The most common selection method, and the method used exclusively in Evolutionary Signals, is tournament selection. In this approach, several individuals are randomly selected with the one having the highest fitness chosen for further evolution. Once the needed number of parents are chosen (typically one or two), genetic operations are performed. These operations serve to seed the next generation of evolution.
The choice of operation is determined probabilistically. The three most common genetic operations are crossover, mutation, and reproduction. All three approaches have analogs in biological evolution. In practice, crossover is favored. Other operations besides these three are discussed in the GP literature as are multitude of variations on each.
Crossover exchanges tree nodes from different individuals. This operation is analogous to sexual reproduction where DNA from both parents is combined, allowing beneficial traits to emerge in the child.
To perform crossover, randomly select a node in each of two parents. In the figure below, the green nodes are selected.
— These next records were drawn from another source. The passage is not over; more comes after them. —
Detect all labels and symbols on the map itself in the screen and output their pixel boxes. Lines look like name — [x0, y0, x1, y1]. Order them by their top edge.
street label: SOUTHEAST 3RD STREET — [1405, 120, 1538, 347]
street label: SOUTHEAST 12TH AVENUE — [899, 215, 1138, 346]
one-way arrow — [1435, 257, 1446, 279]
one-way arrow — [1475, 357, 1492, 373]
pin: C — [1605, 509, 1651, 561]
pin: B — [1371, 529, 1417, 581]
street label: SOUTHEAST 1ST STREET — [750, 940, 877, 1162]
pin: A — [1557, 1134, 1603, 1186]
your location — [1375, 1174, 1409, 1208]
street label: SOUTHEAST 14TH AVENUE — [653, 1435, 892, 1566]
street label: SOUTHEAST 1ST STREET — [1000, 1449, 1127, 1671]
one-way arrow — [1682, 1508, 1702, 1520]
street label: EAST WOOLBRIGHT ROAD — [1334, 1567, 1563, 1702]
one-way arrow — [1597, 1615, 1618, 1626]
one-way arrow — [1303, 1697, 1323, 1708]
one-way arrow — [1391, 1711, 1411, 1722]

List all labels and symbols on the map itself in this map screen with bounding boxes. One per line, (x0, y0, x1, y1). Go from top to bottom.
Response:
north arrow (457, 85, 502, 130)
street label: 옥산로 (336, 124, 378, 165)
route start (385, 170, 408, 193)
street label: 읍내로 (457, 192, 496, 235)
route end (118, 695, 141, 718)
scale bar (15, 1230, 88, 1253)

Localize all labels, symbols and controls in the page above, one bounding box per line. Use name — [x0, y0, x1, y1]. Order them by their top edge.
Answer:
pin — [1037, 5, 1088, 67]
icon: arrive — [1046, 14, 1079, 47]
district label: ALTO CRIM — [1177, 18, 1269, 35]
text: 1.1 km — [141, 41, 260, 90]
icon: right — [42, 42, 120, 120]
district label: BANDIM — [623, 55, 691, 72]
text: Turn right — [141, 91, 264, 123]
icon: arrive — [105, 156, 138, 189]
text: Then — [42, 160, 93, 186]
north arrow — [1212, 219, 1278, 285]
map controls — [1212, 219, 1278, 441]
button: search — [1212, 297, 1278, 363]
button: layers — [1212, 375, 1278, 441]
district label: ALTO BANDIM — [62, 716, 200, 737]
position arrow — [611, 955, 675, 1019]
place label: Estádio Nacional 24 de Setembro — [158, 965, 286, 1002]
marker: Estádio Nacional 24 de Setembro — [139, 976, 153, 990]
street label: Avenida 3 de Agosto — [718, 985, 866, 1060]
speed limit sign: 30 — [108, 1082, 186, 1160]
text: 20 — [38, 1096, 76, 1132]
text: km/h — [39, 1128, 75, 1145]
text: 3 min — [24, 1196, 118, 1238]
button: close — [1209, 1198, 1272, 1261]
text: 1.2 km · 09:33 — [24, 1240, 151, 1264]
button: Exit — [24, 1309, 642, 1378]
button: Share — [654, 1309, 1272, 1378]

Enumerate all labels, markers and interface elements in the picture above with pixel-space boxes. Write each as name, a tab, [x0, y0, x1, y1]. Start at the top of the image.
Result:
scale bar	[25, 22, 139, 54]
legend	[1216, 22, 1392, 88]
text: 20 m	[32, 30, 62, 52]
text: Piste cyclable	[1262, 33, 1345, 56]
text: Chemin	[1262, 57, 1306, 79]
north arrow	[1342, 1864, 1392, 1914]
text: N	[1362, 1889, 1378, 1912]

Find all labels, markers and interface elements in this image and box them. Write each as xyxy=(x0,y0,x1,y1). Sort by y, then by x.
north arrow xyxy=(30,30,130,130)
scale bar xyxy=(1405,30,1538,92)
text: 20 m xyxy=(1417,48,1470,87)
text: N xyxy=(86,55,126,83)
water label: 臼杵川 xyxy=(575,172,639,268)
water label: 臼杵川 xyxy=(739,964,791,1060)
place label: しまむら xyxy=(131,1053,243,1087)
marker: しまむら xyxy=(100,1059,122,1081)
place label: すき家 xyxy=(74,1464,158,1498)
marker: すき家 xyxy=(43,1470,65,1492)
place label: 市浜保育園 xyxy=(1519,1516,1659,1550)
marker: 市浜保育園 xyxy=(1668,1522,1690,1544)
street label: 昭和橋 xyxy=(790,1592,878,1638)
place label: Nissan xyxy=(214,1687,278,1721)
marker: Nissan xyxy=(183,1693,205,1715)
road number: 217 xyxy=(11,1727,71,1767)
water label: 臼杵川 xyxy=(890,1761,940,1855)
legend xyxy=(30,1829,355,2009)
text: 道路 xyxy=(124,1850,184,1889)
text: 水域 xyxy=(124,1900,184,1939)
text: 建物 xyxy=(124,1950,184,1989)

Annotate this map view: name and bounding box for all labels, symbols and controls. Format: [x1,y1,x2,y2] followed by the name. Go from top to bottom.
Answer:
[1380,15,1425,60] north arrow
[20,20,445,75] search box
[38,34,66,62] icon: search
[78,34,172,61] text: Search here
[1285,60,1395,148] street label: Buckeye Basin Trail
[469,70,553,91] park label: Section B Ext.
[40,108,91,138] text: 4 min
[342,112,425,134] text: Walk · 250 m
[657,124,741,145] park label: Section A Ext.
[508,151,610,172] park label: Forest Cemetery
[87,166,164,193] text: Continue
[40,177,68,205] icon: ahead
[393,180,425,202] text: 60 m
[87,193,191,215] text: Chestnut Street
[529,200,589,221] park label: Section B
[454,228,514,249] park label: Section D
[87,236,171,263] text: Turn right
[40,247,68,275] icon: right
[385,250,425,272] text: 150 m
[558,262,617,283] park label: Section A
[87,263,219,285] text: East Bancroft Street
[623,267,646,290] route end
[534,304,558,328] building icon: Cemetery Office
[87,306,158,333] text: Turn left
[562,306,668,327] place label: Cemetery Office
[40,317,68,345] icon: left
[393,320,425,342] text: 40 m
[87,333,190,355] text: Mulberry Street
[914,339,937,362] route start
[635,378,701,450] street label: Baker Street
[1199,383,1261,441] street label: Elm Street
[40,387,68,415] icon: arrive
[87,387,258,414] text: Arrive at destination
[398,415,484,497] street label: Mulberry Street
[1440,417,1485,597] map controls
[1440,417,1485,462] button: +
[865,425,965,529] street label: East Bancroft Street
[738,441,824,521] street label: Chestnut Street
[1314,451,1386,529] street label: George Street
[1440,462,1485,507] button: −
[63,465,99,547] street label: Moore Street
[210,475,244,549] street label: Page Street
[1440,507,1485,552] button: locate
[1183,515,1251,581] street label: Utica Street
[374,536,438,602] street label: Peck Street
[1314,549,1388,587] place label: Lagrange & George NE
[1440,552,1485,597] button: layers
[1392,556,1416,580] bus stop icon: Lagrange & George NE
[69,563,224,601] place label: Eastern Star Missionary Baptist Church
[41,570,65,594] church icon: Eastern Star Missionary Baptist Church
Replace each green node with the other green node, yielding the children shown. These children become part of the next generation.
Figure 4. Genetic programming crossover
Mutation randomly modifies a single individual. A parent node is randomly selected, the green node in the figure below. A new subtree is randomly generated and inserted in place of the green node. In the figure below, the expression 2*min(x, y) is randomly generated and inserted into the original tree. The new program, rooted at the green node, then becomes part of the next generation.
Figure 5. Genetic programming mutation
Reproduction simply copies the selected program intact to the next generation with no modification.
References
Keane, A. J. (1996). THE DESIGN OF A SATELLITE BOOM WITH ENHANCED VIBRATION PERFORMANCE USING GENETIC ALGORITHM TECHNIQUES. The Journal of the Acoustical Society of America, 99(4), 2599–2603.
Poli, R., Langdon, W. B., McPhee, N. F., & Koza, J. R. (2008). A field guide to genetic programming. Lulu. com.